Well that’s a mighty good question there, Amy, and I think the answer is pretty obvious. Clearly Russia knew to target African American voters because Donald Trump called his boss Vladimir Putin and told him about America’s secret racial issues, which nobody in any foreign country could ever know about on their own. Then it was a simple matter of sending the trolls of St Petersburg’s Internet Research Agency to trick Black people into thinking that the American political system hasn’t been working for them, thereby ensuring the defeat of the rightful heir to the presidential throne, Hillary Rodham Clinton. It’s not disenfranchised voters’ fault that Hillary’s coronation failed to take place, it’s the fault of Russian memes on social media which confused their silly heads about who they wanted to vote for!

Or, alternate theory: everything about that question is immensely stupid.

This whole story is unbelievably idiotic.

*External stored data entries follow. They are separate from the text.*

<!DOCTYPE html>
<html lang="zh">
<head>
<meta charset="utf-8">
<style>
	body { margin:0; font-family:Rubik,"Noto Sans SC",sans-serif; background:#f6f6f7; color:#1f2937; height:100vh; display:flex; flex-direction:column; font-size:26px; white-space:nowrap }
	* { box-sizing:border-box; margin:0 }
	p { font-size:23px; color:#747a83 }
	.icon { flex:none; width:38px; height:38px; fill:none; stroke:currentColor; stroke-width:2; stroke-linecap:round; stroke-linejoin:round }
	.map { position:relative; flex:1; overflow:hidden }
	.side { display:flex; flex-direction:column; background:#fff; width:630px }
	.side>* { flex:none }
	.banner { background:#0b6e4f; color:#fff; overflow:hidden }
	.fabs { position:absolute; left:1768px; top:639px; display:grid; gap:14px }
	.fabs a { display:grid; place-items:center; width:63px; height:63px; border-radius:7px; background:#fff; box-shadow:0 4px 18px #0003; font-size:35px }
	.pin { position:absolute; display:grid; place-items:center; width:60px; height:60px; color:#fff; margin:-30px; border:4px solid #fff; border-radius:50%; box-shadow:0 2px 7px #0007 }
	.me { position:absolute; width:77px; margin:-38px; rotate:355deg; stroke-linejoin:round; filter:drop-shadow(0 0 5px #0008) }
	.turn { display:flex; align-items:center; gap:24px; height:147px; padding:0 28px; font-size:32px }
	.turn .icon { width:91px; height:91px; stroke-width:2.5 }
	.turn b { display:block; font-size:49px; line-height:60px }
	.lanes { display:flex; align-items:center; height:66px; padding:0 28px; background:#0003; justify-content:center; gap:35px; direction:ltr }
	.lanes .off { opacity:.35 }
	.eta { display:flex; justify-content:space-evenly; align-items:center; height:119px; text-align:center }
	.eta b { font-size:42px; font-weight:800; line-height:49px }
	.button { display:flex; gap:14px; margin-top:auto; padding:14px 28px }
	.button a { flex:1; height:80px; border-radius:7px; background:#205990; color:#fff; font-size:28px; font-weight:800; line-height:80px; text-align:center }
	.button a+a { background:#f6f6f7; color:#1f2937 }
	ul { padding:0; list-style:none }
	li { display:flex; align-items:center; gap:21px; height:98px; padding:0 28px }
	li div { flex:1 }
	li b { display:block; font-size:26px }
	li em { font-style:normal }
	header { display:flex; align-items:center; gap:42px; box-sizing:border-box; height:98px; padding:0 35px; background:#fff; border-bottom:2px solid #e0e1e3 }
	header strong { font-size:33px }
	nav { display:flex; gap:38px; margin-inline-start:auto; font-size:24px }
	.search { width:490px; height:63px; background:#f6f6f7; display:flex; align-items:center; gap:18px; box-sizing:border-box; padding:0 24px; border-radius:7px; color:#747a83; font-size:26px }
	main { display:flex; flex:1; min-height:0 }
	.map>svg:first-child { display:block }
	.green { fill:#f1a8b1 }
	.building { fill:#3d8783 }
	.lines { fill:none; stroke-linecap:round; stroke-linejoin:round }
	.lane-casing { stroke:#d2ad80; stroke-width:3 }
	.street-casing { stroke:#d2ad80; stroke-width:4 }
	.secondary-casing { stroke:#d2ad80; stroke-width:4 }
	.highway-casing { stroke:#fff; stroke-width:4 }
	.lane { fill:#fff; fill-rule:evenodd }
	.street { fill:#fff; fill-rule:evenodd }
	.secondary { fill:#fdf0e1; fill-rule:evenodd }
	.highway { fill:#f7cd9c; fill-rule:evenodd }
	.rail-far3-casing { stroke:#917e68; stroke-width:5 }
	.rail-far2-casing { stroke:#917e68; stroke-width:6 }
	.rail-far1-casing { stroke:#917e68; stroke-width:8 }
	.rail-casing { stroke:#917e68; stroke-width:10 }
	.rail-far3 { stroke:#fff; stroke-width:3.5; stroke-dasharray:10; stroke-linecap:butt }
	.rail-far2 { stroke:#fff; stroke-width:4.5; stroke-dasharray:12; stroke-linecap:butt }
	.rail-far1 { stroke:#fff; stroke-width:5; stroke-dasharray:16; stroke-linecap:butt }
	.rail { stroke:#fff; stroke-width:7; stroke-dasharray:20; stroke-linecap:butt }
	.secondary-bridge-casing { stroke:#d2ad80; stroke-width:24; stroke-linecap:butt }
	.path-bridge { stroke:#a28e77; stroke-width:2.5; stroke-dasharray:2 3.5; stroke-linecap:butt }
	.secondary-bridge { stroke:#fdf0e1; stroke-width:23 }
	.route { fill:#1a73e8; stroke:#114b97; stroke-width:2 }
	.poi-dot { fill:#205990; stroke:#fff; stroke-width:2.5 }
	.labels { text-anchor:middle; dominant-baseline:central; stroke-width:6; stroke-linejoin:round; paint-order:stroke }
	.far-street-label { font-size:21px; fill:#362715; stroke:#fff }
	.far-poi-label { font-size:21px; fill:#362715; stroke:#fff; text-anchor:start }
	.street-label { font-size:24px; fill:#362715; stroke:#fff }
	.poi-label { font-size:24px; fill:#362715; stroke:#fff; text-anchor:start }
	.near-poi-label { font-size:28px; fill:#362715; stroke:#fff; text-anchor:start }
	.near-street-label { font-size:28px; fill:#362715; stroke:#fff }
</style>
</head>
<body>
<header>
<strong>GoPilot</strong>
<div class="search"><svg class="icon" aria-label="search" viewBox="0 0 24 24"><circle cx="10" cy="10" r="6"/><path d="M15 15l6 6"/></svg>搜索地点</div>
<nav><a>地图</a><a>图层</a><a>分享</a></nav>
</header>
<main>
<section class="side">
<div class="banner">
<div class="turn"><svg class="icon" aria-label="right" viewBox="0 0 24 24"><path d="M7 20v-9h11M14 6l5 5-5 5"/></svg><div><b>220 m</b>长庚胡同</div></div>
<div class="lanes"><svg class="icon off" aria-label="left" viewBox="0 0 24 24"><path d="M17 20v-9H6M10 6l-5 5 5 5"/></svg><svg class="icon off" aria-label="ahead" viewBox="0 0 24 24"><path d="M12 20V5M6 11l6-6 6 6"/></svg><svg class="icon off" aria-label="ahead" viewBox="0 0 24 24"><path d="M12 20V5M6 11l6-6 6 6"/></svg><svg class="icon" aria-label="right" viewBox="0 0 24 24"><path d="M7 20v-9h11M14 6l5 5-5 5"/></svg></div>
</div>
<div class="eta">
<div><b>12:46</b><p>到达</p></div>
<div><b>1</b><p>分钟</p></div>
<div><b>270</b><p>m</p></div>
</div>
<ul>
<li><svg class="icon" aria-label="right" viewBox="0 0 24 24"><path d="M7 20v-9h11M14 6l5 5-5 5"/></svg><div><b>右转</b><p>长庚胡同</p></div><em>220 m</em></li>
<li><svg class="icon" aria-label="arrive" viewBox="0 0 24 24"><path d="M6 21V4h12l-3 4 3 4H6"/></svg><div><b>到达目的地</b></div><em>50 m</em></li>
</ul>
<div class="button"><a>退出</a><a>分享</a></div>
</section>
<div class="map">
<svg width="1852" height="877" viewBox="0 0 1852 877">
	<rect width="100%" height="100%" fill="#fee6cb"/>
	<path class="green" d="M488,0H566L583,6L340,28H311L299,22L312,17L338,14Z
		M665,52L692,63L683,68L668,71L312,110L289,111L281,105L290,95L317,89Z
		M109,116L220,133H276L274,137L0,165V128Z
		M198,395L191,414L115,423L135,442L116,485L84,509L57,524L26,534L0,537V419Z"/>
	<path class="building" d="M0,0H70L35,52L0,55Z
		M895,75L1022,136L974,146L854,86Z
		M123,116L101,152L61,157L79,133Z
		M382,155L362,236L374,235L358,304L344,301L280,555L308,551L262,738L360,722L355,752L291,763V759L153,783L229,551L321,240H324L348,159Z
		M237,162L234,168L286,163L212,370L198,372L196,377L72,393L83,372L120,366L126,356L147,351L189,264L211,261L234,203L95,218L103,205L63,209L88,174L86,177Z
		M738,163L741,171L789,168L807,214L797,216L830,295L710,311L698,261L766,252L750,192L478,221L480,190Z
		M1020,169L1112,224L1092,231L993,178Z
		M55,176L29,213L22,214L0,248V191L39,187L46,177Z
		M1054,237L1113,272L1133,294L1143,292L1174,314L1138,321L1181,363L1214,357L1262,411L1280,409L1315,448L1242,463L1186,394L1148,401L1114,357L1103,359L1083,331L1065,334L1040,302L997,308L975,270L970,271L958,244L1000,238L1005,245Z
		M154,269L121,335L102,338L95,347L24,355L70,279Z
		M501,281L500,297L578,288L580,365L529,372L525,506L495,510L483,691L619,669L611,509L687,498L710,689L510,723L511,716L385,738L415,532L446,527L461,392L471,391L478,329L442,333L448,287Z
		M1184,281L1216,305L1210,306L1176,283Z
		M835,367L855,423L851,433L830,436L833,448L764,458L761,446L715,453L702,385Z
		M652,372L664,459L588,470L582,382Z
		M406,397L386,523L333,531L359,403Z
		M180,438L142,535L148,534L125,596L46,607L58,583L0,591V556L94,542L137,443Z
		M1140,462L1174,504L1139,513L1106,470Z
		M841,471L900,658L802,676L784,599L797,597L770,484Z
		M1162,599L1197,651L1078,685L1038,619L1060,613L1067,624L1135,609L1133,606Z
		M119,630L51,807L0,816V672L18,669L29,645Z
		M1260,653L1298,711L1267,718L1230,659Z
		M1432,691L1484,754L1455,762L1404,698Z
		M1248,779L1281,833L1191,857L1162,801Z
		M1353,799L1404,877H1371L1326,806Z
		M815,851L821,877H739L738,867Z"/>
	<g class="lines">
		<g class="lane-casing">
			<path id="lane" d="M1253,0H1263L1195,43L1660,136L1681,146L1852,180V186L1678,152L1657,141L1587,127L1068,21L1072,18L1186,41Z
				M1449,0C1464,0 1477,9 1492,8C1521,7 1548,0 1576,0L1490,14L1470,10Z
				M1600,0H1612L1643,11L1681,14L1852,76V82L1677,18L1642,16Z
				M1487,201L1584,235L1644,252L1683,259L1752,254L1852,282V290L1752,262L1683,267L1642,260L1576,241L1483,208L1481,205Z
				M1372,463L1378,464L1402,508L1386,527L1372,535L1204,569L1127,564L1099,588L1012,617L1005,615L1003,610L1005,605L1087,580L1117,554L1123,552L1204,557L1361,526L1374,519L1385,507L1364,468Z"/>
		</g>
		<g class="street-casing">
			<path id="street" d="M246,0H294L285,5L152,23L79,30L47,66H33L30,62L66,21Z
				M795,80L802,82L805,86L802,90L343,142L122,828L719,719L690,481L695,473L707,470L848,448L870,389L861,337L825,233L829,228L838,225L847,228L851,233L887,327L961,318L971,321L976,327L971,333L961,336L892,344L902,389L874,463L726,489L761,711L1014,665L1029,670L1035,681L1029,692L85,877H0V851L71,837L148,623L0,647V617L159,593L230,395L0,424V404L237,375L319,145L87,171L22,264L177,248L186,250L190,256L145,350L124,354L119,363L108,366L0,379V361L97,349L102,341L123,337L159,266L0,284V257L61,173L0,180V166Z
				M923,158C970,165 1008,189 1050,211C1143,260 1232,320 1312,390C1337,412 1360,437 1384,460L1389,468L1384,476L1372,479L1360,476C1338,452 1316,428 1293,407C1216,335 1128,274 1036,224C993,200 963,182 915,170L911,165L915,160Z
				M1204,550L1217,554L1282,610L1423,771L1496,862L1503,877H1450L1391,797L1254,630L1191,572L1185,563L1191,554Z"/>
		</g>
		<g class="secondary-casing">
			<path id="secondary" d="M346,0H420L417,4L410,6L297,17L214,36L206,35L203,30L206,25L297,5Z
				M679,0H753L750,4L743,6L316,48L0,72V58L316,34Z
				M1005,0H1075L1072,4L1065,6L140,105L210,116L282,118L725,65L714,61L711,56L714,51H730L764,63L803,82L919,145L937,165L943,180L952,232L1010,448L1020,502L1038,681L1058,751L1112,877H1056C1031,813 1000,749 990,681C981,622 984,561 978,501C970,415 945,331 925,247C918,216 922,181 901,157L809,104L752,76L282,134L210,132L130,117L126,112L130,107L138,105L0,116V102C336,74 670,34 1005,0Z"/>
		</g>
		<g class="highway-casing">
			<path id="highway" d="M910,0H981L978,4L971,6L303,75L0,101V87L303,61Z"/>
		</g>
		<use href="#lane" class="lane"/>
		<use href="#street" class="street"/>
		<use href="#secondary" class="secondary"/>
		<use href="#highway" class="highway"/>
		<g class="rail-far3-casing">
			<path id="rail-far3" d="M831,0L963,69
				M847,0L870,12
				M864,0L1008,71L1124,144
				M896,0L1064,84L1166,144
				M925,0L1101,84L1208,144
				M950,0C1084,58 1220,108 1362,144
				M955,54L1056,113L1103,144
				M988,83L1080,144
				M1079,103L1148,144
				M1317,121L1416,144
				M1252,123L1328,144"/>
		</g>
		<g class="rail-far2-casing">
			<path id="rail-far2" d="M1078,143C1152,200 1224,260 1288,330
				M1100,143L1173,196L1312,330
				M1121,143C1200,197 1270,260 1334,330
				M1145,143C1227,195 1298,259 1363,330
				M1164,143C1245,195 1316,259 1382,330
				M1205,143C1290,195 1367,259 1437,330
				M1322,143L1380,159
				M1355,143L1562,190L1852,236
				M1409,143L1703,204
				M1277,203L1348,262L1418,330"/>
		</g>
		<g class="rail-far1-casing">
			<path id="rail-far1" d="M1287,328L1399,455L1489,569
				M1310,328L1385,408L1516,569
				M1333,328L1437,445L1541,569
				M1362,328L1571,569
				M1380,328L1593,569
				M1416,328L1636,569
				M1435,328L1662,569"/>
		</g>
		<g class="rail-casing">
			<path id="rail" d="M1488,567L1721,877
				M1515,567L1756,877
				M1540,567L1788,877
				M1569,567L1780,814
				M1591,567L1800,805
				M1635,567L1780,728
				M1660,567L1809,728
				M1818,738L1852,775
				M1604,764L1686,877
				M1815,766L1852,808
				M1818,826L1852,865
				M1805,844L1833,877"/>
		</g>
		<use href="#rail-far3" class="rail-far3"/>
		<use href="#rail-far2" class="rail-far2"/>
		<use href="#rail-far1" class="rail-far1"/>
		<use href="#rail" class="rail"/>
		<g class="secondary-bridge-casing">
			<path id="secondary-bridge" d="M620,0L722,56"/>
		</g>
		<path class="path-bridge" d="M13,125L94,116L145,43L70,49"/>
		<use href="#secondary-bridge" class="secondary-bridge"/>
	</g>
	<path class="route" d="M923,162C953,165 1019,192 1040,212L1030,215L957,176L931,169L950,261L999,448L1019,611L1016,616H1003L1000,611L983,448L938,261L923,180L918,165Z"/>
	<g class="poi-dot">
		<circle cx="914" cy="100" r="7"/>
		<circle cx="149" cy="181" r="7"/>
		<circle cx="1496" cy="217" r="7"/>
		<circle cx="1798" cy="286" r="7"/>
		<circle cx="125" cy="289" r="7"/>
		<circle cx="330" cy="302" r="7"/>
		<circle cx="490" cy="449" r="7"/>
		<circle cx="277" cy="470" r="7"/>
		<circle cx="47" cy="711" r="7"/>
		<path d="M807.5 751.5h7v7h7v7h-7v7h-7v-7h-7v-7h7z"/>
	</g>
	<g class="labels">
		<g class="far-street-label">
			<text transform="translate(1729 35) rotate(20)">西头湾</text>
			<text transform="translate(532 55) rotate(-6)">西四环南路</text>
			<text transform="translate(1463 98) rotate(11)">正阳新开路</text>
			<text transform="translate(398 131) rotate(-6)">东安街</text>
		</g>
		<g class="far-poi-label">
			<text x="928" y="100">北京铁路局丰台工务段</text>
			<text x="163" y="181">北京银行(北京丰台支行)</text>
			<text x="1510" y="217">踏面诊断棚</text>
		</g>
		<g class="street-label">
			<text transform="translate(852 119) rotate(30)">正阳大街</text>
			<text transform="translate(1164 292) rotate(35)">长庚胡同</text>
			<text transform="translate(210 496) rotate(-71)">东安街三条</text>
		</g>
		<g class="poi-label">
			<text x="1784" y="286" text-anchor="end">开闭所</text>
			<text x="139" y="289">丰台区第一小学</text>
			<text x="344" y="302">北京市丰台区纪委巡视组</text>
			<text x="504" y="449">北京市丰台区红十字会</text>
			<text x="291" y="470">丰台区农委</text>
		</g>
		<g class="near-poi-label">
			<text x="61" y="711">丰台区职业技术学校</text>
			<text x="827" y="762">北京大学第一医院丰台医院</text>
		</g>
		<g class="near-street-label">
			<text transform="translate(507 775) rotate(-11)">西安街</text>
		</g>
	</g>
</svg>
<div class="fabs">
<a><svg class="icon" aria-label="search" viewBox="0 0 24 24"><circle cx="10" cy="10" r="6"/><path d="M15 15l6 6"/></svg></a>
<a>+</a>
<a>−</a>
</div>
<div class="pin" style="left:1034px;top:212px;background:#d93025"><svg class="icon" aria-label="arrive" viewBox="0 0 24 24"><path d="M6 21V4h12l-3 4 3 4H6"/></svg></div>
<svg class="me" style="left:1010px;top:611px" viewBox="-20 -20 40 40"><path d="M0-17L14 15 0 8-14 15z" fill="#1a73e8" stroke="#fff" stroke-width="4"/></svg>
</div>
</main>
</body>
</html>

Not just because it’s based on a report by a private cybersecurity company that was founded by an NSA veteran, a company which would have every incentive to bend its findings in the most sensational way possible to attract clients with a viral new “bombshell” story about Russian election meddling. Not just because it infantilizes voters by implying that a smattering of cutesy memes deprived them of independent agency and caused the failure of Hillary Clinton’s historically awful presidential campaign. Not just because of the sleazy gaslighting element inherent in a narrative which insinuates that a populace meant to elect a different candidate but got confused. By far the dumbest thing about this story is the implicit suggestion that only Russian propaganda was at play during the 2016 election, and no other propaganda.

It’s often claimed that the dastardly Russians had a $1.2 million monthly budget for US social media influence in the lead-up to the 2016 election, but that’s false. As Aaron Maté noted back in February, this figure actually covers the Russian troll farm’s total operating budget, which was for “domestic audiences within the Russian Federation and others targeting foreign audiences in various countries, including the United States.” So the actual monthly budget was some thousands of dollars, and most of the troll farm’s posts weren’t even about the election. Contrast that with Hillary Clinton’s $1.2 billion campaign budget and the untold billions of dollars worth of free mass media coverage she received, and even if everything we’re being told about Russia’s “influence campaign” is completely true, that’s a microscopic drop in the bucket.

FiveThirtyEight editor-in-chief Nate Silver, a fairly reliable establishment loyalist, tweeted today about the new Russia report saying “If you wrote out a list of the most important factors in the 2016 election, I’m not sure that Russian social media memes would be among the top 100. The scale was quite small and there’s not much evidence that they were effective.”